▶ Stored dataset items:
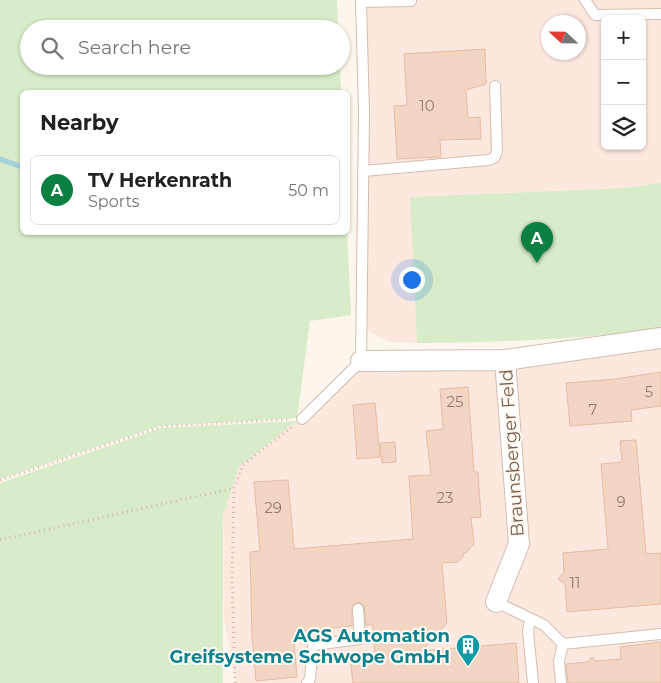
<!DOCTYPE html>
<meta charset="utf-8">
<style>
:root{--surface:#fff;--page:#f6f6f6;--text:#202124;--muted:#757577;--line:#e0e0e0;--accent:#0b8043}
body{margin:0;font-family:Montserrat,sans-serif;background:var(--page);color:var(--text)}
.controls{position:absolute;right:15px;top:15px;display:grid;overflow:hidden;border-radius:8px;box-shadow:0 1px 4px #0004}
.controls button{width:45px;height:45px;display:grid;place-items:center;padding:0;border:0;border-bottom:1px solid var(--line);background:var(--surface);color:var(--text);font:25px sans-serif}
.compass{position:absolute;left:541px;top:15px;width:45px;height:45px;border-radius:50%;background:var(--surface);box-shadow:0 1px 4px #0004;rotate:292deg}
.you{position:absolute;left:411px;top:279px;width:18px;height:18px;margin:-12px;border:4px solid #fff;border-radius:50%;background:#1a73e8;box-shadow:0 0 0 8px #1a73e833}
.badge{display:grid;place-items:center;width:32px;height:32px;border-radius:50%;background:var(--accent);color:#fff;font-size:16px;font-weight:700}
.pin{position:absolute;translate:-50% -41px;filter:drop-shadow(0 1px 2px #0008)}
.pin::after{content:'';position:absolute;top:26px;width:18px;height:15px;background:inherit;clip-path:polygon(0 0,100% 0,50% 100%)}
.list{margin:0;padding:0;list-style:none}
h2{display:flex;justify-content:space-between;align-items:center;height:65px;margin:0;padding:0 20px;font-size:21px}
h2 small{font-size:16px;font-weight:400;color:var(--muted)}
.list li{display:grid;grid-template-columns:32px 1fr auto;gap:15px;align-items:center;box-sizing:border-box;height:70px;margin:0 10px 10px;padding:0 10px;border:1px solid var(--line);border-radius:8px}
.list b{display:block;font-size:19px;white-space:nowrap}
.list p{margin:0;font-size:16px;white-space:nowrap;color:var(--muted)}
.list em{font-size:16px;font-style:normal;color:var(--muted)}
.icon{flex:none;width:28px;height:28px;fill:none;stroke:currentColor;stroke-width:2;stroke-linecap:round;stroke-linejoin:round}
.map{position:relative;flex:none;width:661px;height:683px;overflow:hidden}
.search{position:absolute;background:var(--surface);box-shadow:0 1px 4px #0004;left:20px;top:20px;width:330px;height:55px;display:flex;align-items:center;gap:12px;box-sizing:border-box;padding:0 18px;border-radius:28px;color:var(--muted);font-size:19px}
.panel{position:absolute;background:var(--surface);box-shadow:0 1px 4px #0004;left:20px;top:90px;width:330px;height:145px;border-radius:8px}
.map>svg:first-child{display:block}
.commercial{fill:#fde8e0;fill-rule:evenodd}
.green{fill:#d8ecc9}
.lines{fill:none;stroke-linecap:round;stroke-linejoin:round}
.stream{stroke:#a5d3da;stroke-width:5.5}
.building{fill:#f3d5c3;stroke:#e6bba3}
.service-casing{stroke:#d1beb0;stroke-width:12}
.minor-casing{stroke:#d1beb0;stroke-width:22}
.path{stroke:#d9b8a5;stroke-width:3;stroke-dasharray:1 4;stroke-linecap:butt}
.service{stroke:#fff;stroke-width:10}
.minor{stroke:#fff;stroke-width:20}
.labels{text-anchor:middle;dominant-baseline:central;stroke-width:4;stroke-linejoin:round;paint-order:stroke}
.number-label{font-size:15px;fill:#987a6a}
.street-label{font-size:18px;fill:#7a5c4d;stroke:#fffaf3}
.culture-label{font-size:18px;font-weight:bold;fill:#0d838f;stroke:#fffaf3;text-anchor:end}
</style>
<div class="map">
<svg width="661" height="683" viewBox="0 0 661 683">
<rect width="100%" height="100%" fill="#fdf6ec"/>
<path class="commercial" d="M365,0h296v183l-37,5 -213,9 6,146 -27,-1 -24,-12zM605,19h37v127h-37zM548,22h30v30h-30z
M661,341v342h-425l-12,-65 -1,-102 16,-49 58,-46 7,-2 43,-54 28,1z"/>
<path class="green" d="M0,0h337l1,29h-309v37h311l1,26h-319v140l325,1 4,82 -41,6 -13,97 -137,8 -160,53z
M661,183v145c-81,12 -162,14 -244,15l-7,-146 214,-9z
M297,421l-58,46 -16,49v167h-223v-200l162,-55z"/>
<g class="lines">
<path class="stream" d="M0,159l22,8"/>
</g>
<path class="building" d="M485,49l1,35 -20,6 2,28 12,-1 1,22 -41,1 1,17 -44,2 -3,-53 13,-1 -3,-51z
M661,372v34l-30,4 1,11 -62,5 -4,-43 49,-4z
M468,387l6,85h4l3,45 -10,1 3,26 -8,9h-3v4l-5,5 -16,1 5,60 -25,28 94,-8 3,40h-166l-3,-25 25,-3 -2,-30h-7l-2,-19 -6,-4 -6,4v20l-59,6 4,45 -41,4 -4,-46 -2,-83 10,-1 -6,-69 34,-2 6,69 119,-10 -4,-63 22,-1 -5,-44 17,-2 -3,-40z
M375,403l5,54 -23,2 -4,-54z
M636,440l10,114 15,-1v51l-94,8 -2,-28 -7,-5 6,-7 -1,-19 45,-4 -7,-85 21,-2 -2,-21z
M395,442l1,20 -14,1 -2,-20z
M661,642v41h-93l-2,-19 22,-2 4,-5 4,4 25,-2 -1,-12z"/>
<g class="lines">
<defs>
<path id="service" d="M585,0l10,15 66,-1
M364,171l124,-11 6,-2 3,-6 -2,-66
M302,419l59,-58 3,-249 -3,-110 50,-1v-1
M496,602l48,23 19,19 98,-10
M530,619l-2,12 5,52
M307,683l3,-4 3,-34 47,-6 -2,-30
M561,683l-2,-22 4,-17"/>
<path id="minor" d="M361,361l144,-1 156,-22
M496,602l23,-58 -14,-184"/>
</defs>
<use href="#service" class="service-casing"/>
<use href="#minor" class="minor-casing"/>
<path class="path" d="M0,480l161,-53 128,-8
M0,540l234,-52
M235,683l-3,-105 2,-90 9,-23 49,-38"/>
<use href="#service" class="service"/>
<use href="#minor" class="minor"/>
</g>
<defs>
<symbol id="building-pin" viewBox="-11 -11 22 30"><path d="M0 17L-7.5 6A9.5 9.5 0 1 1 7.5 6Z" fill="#0f9aa8" stroke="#fffaf3"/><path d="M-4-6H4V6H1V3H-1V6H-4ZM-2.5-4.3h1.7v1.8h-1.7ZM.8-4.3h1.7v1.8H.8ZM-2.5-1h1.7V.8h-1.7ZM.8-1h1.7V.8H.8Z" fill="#fff"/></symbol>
</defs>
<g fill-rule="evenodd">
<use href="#building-pin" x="454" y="632" width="28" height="38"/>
</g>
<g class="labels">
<g class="number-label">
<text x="427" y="105">10</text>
<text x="649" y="391">5</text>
<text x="455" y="401">25</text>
<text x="593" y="409">7</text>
<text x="445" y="497">23</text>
<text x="621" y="501">9</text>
<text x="273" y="507">29</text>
<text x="575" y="582">11</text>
</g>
<g class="street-label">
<text transform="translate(512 453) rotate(-94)">Braunsberger Feld</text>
</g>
<g class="culture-label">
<text x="450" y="636">AGS Automation<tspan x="450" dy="21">Greifsysteme Schwope GmbH</tspan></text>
</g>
</g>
</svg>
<div class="controls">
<button>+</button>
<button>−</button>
<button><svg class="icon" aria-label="layers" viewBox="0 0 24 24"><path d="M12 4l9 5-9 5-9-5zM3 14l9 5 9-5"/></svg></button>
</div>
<svg class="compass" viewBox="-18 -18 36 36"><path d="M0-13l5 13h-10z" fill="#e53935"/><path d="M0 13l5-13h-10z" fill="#757577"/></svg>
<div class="you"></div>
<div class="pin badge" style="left:537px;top:263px">A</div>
<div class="search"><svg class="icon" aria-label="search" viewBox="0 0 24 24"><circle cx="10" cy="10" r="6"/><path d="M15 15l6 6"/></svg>Search here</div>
<section class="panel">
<h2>Nearby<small></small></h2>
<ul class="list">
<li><span class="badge">A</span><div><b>TV Herkenrath</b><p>Sports</p></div><em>50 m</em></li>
</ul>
</section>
</div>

▶ EXERCISE DETAILS: Among the lines above, count those containing the word "casing" and write only the number.

▶ ANSWER TO THE PROBLEM: 4